Section: Computer Science and Engineering
Tutor: TANCA LETIZIA
Advisor: MASSEROLI MARCO Major Research topic
:Computational methods for data-driven predictions and understanding of biological interactionsAbstract:
Human cells are complex biological systems in which complex phenomena take place, including molecular interactions. Mechanisms of cell regulation, differentiation and development derive from such complexity, and they can be explored through system biology, i.e., a common approach for studying molecular interactions involved in specific functions within a cell. Complex networks provide a generalizable method to represent object associations and to understand the overall structure of complex systems. More in detail, biological networks are computational models typically employed in system biology for representing functionalities and structure of molecular relationships. They have been used for the property of abstraction, since they can represent the system's components as nodes and connections between them as links. Network-based approaches allow a global vision of each node's contribution, providing insights that other methods based on single node analyses cannot give. Indeed, they are able to significantly improve our knowledge of biological systems and shed light on pathological disruptions occurring in the cell. Moreover, one of their main features is their ability to easily integrate data from various sources. During the last decade, massive efforts were made to build public databases of biological data; among them, next-generation sequencing (NGS) and drug-related data are the ones used for this project. Complex networks are the perfect paradigm to answer to several different biological questions using heterogeneous data.
This Thesis focuses on three main steps of network biology: network inference, link prediction and network feature extraction, where each of these topics is developed on three different applications to answer major biological questions, using innovative computational methods and showing significant results. My work offers a broad picture regarding what complex networks may accomplish in biology and contributes to delivering advances in this field. From the computational perspective, I developed novel approaches to build, predict and analyze complex networks, whereas, from a biological standpoint, the achieved results have a significant impact on each application.
During my first year of PhD, I focused my work on identifying functional interaction networks among transcription factors (TF), i.e., proteins that control gene transcription by acting in complexes. Performing network inference to identify TF interaction networks is a notable task to understand the genome regulation framework and its changes when subjected to external stimuli. We developed an approach based on the computation of association rules and the definition of a novel Importance Index, which leads to the creation of TF interaction networks in user-selected genomic regions. The Importance Index provides a relevance measure of TF interactions; thus, inferred networks have TF as nodes and their relationships are weighted according to the Importance Index between them.

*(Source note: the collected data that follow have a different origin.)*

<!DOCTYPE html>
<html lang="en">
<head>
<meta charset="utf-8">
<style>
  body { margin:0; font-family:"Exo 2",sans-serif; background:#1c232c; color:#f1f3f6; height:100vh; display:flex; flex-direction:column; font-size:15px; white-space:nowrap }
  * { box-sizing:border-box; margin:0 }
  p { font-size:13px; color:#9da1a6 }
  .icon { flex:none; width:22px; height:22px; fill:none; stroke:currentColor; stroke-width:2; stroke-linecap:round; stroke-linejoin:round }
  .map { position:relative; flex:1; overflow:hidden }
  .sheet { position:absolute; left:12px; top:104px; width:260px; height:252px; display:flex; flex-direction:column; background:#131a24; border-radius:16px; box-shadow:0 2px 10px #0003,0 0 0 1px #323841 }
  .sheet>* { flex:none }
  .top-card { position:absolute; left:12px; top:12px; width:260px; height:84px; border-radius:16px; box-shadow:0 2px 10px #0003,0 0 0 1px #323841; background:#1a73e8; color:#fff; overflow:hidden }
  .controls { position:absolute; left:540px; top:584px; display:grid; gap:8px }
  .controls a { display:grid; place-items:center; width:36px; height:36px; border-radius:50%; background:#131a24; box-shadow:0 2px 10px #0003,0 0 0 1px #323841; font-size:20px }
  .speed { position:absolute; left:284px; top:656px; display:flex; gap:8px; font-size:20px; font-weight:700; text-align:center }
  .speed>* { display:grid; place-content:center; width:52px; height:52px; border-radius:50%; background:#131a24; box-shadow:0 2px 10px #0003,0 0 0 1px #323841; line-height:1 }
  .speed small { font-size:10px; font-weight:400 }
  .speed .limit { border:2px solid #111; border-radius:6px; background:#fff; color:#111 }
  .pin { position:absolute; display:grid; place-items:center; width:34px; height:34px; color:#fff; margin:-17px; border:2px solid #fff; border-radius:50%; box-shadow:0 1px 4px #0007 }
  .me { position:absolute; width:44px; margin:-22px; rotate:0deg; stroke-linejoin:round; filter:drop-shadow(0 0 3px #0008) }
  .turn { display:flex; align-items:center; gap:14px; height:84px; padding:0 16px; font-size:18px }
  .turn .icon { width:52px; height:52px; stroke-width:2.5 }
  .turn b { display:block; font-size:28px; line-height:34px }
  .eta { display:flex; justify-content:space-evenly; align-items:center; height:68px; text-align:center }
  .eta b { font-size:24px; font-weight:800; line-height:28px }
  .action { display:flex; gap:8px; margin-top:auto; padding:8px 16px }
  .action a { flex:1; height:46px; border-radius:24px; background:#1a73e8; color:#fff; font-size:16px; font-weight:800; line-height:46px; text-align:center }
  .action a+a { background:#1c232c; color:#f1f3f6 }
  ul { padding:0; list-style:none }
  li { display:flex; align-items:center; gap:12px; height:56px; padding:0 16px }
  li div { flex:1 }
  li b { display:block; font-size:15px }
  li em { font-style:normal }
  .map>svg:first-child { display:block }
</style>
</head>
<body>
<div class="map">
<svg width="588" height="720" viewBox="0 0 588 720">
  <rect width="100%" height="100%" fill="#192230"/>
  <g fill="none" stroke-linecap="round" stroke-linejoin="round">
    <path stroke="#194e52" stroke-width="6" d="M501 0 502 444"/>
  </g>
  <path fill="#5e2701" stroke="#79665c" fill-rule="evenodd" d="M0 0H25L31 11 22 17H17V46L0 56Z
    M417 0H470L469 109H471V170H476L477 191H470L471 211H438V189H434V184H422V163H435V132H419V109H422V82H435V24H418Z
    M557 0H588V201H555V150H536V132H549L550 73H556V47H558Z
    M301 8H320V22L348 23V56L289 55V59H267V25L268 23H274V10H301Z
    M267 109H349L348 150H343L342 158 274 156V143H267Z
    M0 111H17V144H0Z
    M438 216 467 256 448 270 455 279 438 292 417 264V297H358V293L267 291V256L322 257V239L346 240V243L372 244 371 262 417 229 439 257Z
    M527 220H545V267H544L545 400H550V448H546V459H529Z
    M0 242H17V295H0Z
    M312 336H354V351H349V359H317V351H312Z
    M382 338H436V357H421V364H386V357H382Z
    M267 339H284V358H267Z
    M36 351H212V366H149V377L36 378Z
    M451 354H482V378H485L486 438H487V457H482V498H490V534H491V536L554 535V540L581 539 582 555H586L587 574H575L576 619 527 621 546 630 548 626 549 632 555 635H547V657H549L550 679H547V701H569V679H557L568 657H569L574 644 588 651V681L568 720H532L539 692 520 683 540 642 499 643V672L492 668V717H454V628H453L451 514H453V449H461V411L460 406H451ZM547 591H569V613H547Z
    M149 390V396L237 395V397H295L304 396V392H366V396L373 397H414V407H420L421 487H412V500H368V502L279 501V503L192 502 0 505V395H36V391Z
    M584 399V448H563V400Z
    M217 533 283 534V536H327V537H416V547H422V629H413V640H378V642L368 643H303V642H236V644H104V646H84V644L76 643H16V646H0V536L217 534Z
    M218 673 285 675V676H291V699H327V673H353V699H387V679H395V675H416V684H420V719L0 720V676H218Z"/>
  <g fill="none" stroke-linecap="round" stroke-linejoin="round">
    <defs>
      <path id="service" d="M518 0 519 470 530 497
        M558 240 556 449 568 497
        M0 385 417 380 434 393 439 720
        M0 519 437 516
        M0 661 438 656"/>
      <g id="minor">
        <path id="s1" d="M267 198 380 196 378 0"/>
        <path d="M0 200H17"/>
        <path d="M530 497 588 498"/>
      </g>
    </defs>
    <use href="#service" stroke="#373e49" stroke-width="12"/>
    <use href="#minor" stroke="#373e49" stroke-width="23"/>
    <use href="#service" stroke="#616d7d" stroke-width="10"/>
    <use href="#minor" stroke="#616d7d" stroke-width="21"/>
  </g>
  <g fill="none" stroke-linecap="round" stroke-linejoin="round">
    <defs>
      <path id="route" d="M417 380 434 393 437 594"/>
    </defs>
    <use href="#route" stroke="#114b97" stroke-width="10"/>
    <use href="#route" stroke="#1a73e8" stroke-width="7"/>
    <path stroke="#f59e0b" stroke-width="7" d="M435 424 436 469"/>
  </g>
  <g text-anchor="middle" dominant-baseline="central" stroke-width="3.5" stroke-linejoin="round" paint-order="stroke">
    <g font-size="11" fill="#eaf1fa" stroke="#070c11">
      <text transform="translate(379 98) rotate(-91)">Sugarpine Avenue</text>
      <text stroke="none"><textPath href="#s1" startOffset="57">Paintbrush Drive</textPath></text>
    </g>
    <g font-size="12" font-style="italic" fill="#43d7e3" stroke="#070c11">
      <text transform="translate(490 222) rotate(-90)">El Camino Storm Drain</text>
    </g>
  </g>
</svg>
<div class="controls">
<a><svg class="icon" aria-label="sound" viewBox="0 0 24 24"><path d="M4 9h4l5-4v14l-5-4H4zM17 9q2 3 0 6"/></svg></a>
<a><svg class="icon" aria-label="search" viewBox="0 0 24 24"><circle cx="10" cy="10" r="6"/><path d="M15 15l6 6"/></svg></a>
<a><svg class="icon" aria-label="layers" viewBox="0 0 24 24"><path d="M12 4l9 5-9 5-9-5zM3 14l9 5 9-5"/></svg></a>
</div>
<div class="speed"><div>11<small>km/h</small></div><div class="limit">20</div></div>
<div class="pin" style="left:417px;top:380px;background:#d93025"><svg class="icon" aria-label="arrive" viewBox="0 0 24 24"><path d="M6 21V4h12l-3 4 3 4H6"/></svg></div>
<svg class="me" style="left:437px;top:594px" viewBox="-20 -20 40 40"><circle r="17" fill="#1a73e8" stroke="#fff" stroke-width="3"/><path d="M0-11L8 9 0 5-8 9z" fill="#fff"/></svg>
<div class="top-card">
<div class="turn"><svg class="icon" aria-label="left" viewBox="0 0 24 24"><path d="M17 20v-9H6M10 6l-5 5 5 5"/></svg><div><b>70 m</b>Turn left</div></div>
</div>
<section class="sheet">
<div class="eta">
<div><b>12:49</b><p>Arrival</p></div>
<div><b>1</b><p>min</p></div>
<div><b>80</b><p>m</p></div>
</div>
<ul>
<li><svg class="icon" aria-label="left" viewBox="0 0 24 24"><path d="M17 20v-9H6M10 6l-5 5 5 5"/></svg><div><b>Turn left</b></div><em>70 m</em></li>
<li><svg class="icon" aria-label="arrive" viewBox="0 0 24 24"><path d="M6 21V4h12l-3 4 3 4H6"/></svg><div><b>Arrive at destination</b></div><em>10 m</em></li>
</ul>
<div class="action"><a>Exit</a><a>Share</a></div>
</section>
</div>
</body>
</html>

To explore the link prediction problem of network biology, I focused on an original drug repurposing approach by designing a drug-centred network and by leveraging the Non-negative Matrix Tri-Factorization (NMTF) method to obtain drug-centric predictions. Computational drug repurposing proposes alternative indications for already in use drugs bypassing the highly expensive and lengthy drug discovery process. Thus, we answered to a crucial biological question by modelling drugs, their protein targets, diseases and biological pathways as nodes of a multilayered network in which we predicted links between drugs and other nodes. We innovatively combined the NMTF method with a shortest-path evaluation of drug-protein pairs using the protein-to-protein interaction network, increasing the correctness of our link predictions and the pool of possible protein targets.
During the last period of my PhD, I worked on network feature extraction by providing a general framework to infer relevant genes from multiple gene co-expression networks. Thus, I investigated a famous network biology problem by focusing on a specific application: identifying cancer-related genes to be experimentally validated. The hallmark of this work is the use of a combination of gene co-expression networks based on different similarity measures for the normal and cancer condition individually, and the subsequent fusion of two condition networks. Fused networks are disease-specific; thus, the extracted gene communities represent important features of the disease-specific networks.
This manuscript is organized as follows:
Chapter 1 provides the background needed to understand considered biological applications; Chapter 2 presents motivations and goals for applying complex network techniques in biology; Chapter 3 describes data and general methods adopted in this work; Chapter 4, Chapter 5 and Chapter 6 provide real-world applications of network inference, link prediction and network feature extraction, respectively; Chapter 7 concludes the Thesis with discussions and future developments.